====== SUPPLIED MATERIAL ======
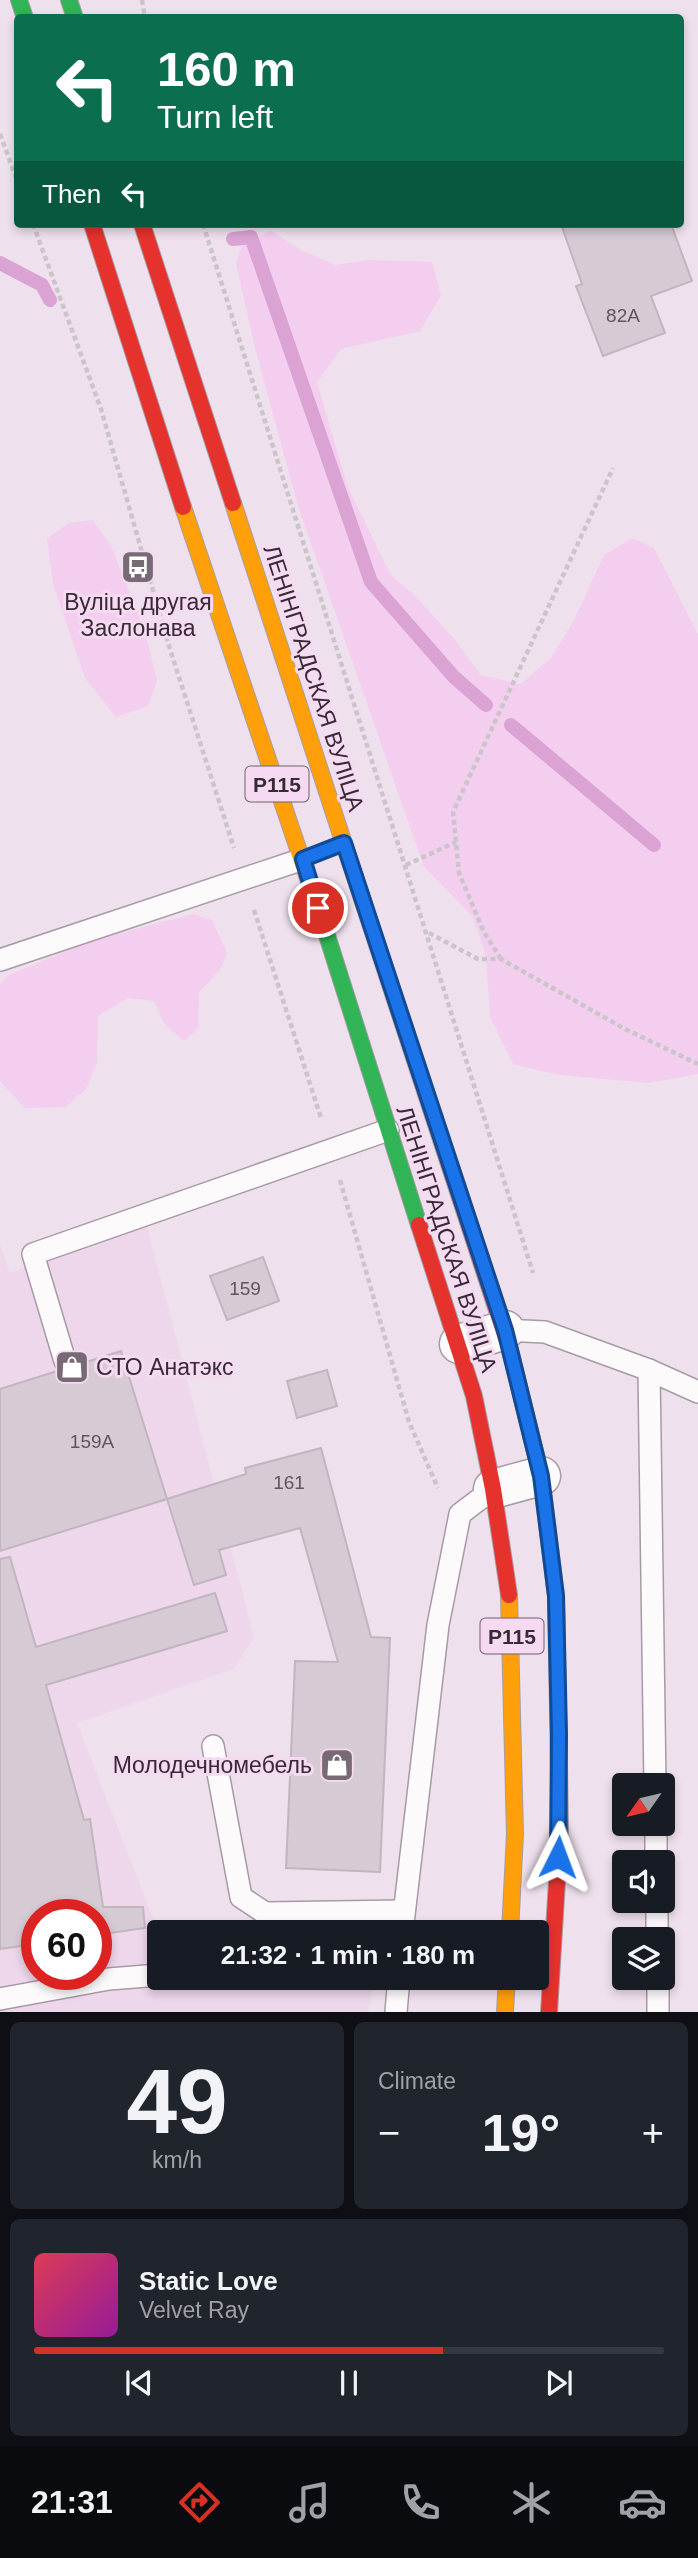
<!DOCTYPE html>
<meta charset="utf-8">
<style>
body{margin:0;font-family:Helvetica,sans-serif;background:#20242c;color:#f1f3f6;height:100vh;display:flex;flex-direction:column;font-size:26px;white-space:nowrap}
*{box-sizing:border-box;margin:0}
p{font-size:23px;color:#9ea1a6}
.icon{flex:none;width:38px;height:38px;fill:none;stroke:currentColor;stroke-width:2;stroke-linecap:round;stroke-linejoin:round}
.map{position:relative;height:2012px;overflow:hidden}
.side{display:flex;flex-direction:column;gap:10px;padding:10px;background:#0d0f14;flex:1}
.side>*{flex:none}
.guide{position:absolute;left:14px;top:14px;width:670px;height:214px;border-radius:7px;box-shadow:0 4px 10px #0003;background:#0b6e4f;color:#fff;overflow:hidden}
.needle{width:46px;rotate:236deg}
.buttons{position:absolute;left:612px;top:1773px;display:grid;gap:14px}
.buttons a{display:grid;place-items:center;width:63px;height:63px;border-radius:7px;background:#171b24;box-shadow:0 4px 10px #0003;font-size:35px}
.speed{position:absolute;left:21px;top:1899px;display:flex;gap:14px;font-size:35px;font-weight:700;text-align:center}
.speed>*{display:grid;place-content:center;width:91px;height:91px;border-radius:50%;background:#171b24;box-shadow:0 4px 10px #0003;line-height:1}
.speed .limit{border:10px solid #d22;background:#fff;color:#111}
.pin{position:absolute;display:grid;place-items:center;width:60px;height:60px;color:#fff;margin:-30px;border:4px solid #fff;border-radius:50%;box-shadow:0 2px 7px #0007}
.me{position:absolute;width:77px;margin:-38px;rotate:3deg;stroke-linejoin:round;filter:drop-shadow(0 0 5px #0008)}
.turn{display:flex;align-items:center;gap:24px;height:147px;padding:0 28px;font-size:32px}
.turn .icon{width:91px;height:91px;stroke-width:2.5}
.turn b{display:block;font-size:49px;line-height:60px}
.then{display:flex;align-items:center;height:66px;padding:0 28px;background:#0003;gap:14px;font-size:26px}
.big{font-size:52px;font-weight:700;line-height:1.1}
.side .widget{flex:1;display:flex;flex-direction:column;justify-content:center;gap:10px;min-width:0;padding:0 24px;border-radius:10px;background:#20242c}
.side .dial{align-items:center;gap:0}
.dial b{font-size:91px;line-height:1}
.song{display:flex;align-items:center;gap:21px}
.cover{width:84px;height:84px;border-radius:10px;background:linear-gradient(135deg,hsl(350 70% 55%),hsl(300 70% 35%))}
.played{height:7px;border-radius:4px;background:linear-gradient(90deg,#d93025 65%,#363941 65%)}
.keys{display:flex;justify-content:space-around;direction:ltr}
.heat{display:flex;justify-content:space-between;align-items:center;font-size:38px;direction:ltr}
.side .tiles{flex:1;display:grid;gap:10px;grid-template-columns:1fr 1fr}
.widget:last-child{grid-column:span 2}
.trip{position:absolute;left:147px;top:1920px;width:402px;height:70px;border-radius:7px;background:#171b24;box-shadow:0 4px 10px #0003;font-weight:700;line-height:70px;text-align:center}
.tab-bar{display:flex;height:112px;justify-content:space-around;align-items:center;background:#090b0e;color:#9ea1a6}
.tab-bar .icon{width:49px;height:49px}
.tab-bar .active{color:#d93025}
.tab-bar b{font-size:32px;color:#f1f3f6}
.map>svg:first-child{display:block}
</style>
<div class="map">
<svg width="698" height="2012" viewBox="0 0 698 2012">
<rect width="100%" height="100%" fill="#efe0ed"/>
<!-- built -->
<path fill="#eed6eb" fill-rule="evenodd" d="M146,1223L254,1637L233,1669L77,1723L158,1931L176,1932H159V1978H375L368,2012H0V1245L10,1273ZM37,1914H96V1974H37Z"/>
<!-- green -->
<g fill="#f4ceef">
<path d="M271,231L303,251L335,265L369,260L432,262L441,295L420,331L341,349L317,382L347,485L390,574L418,599L455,640L481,675L520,684L551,658L574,620L604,555L633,538L654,548L698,634V1074L649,1083L559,1075L513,1064L490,1017L486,956L473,917L424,867L298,506L255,348L236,264L242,245Z"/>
<path d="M93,520L112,548L145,632L157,680L148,706L116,717L85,678L53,584L47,539L69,523Z"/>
<path d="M193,914L212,920L227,953L220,970L199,992L198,1028L184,1041L164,1023L154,1001L128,998L98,1016L97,1063L86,1089L65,1107L25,1108L0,1081V985L7,976L89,941Z"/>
</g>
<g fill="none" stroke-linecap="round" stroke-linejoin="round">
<!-- stream -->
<g stroke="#daa3d4" stroke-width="14">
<path d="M233,239L251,237L371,582L454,677L486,705"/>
<path d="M0,263L42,285L50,300"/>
<path d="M511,725L654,845"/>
</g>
</g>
<!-- building -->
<g fill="#d6cad4" stroke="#c1b5bf" stroke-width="2">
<path d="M561,224H671L692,281L651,296L665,333L603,356L576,286L582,284Z"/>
<path d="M263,1257L279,1301L227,1320L210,1276Z"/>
<path d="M121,1351L167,1499L0,1551V1389L57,1371L69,1373L77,1365Z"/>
<path d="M327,1370L337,1406L297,1418L287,1381Z"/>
<path d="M321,1448L371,1637L390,1638L380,1872L286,1868L295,1661L338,1662L300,1528L219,1550L226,1575L194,1585L167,1499L246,1474L245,1468Z"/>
<path d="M10,1557L36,1647L215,1593L227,1631L46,1685L84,1820L90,1819L103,1907H143L145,1928L96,1935V1914H37V1944L0,1949V1559Z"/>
</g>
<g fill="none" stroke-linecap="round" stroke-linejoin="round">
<!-- lane casing -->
<g stroke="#a69ba4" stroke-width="24">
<g id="lane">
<path d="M0,960L303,859"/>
<path d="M505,1330L545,1332L649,1370L698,1392"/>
<path d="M65,1361L33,1254L388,1130"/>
<path d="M649,1370L655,1785"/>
<path d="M213,1746L241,1897L265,1913L404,1911"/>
<path d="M656,1824V1862"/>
<path d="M657,1900V1939"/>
<path d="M381,1932L404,1911"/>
<path d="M402,1932L438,1625L460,1514L493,1489"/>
<path d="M658,1978V2012"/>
<path d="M0,1999L109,1979L159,1975"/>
<path d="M396,2012L399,1978"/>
</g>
</g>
<!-- street casing -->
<g stroke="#a69ba4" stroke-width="41">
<g id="street">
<path d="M459,1344L505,1330"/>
<path d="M493,1489L541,1476"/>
</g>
</g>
<!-- fast casing -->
<g stroke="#a69ba4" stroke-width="18">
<g id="fast">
<path d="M19,0L25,18"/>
<path d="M69,0L75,18"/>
<path d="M324,926L419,1225"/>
</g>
</g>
<!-- slow casing -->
<g stroke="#a69ba4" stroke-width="18">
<g id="slow">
<path d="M233,503L344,844"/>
<path d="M183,507L324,926"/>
<path d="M510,1350L541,1476L556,1596L559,1768"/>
<path d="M509,1595L515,1834L510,1932"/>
<path d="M505,2012L507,1978"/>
</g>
</g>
<!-- jam casing -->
<g stroke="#a69ba4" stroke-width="18">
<g id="jam">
<path d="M92,224L183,507"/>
<path d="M142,224L233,503"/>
<path d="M344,844L510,1350"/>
<path d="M419,1225L474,1396L493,1489L509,1595"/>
<path d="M549,2012L560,1832L559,1768"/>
</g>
</g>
<!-- path -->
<g stroke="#cac5ca" stroke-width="4.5" stroke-dasharray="5 3.5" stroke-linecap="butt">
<path d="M142,0L145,18"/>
<path d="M0,134L18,183"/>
<path d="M33,224L101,409L168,643L234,848"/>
<path d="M203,224L533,1273"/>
<path d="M406,865L456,842"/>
<path d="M254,910L321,1118"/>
<path d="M429,933L478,959H501L625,1029L698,1064"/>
<path d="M501,959L484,932L459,873L453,812L613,468"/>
<path d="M340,1180L409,1422L438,1488"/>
</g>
<!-- lane -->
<use href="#lane" stroke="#fdfafc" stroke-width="21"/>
<!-- street -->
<use href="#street" stroke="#fdfafc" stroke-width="38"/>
<!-- fast -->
<use href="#fast" stroke="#30b455" stroke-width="16"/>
<!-- slow -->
<use href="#slow" stroke="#ff9f0a" stroke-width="16"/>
<!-- jam -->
<use href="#jam" stroke="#e5322d" stroke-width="16"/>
</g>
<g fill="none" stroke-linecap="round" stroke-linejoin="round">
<!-- route casing -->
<g stroke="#114b97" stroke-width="18">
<path id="route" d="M318,908L303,859L344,843L505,1330L541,1476L556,1596L559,1735L558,1857"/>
</g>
<!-- route -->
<use href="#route" stroke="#1a73e8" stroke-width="12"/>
</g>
<!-- icons -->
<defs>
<g id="bus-square" transform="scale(1.75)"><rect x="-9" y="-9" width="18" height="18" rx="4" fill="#776a75" stroke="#f5daf1"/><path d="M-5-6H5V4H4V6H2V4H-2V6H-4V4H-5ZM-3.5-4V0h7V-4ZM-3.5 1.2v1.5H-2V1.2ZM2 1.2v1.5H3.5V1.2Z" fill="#fff"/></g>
<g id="shop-square" transform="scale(1.75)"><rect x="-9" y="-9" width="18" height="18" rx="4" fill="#776a75" stroke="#f5daf1"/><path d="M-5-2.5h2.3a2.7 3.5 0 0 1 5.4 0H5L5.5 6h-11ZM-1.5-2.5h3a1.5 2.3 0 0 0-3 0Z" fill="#fff"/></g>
</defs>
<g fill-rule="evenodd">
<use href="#bus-square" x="138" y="567"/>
<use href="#shop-square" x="72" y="1367"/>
<use href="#shop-square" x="337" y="1765"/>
</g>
<g text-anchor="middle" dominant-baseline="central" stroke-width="6" stroke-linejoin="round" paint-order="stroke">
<!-- number labels -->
<g font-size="19" fill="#60545e">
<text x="623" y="315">82А</text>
<text x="245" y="1288">159</text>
<text x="92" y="1441">159А</text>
<text x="289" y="1482">161</text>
</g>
<!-- shield labels -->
<g fill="#f5daf1" stroke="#6f606d" stroke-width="2">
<rect x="245.5" y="766.5" width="63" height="35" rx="5"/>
<rect x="480.5" y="1618.5" width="63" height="35" rx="5"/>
</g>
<g font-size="21" font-weight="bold" fill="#362b34">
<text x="277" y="784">Р115</text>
<text x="512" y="1636">Р115</text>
</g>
<!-- poi labels -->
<g font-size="23" fill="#362b34" stroke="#f5daf1">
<text x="138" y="602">Вуліца другая<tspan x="138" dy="26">Заслонава</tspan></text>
<text x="96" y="1367" text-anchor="start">СТО Анатэкс</text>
<text x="312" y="1765" text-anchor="end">Молодечномебель</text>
</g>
<!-- street labels -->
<g font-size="23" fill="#362b34" stroke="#f5daf1">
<text transform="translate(314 678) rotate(72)">ЛЕНІНГРАДСКАЯ ВУЛІЦА</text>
<text transform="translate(447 1239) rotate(72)">ЛЕНІНГРАДСКАЯ ВУЛІЦА</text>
</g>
</g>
</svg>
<div class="buttons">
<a><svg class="needle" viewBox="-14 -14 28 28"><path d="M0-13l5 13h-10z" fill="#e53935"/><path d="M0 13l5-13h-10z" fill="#9ea1a6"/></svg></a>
<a><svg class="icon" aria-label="sound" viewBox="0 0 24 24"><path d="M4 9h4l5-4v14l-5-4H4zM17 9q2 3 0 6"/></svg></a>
<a><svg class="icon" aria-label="layers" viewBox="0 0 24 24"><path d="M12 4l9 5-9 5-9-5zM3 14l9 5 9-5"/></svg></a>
</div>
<div class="speed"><div class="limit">60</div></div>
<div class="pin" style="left:318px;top:908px;background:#d93025"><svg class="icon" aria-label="arrive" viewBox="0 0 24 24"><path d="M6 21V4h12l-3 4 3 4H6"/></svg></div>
<svg class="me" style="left:558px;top:1857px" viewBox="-20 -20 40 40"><path d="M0-17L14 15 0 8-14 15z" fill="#1a73e8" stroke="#fff" stroke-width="4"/></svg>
<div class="trip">21:32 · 1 min · 180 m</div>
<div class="guide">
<div class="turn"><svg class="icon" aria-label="left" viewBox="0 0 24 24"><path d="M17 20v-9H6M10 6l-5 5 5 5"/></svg><div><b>160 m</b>Turn left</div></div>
<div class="then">Then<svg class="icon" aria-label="left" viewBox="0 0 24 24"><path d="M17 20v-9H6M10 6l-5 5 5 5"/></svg></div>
</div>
</div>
<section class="side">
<div class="tiles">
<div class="widget dial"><b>49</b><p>km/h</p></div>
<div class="widget"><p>Climate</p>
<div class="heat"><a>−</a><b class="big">19°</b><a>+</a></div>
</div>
<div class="widget">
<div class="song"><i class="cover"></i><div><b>Static Love</b><p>Velvet Ray</p></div></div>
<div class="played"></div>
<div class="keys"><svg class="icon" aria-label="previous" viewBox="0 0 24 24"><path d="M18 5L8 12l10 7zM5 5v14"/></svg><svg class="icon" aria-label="pause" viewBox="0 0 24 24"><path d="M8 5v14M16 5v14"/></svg><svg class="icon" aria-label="next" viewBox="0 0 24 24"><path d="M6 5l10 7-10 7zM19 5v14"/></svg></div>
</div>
</div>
</section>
<nav class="tab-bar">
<b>21:31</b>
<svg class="icon active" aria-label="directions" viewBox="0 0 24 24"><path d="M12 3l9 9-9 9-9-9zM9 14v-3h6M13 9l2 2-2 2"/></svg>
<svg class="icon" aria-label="music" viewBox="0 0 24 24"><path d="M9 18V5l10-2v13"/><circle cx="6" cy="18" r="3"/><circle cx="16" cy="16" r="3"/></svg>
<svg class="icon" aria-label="phone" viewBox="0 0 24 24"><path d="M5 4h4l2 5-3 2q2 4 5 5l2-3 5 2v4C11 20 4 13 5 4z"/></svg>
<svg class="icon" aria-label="climate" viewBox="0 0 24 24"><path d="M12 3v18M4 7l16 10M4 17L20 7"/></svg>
<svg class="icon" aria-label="car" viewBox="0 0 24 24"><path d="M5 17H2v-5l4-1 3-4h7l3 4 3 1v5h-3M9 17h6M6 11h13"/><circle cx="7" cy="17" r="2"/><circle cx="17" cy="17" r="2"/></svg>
</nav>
======
TASK PROMPT - Line count for "heat": determine it from the data and answer with the number by itself.

OUTPUT FOR THIS TASK - 2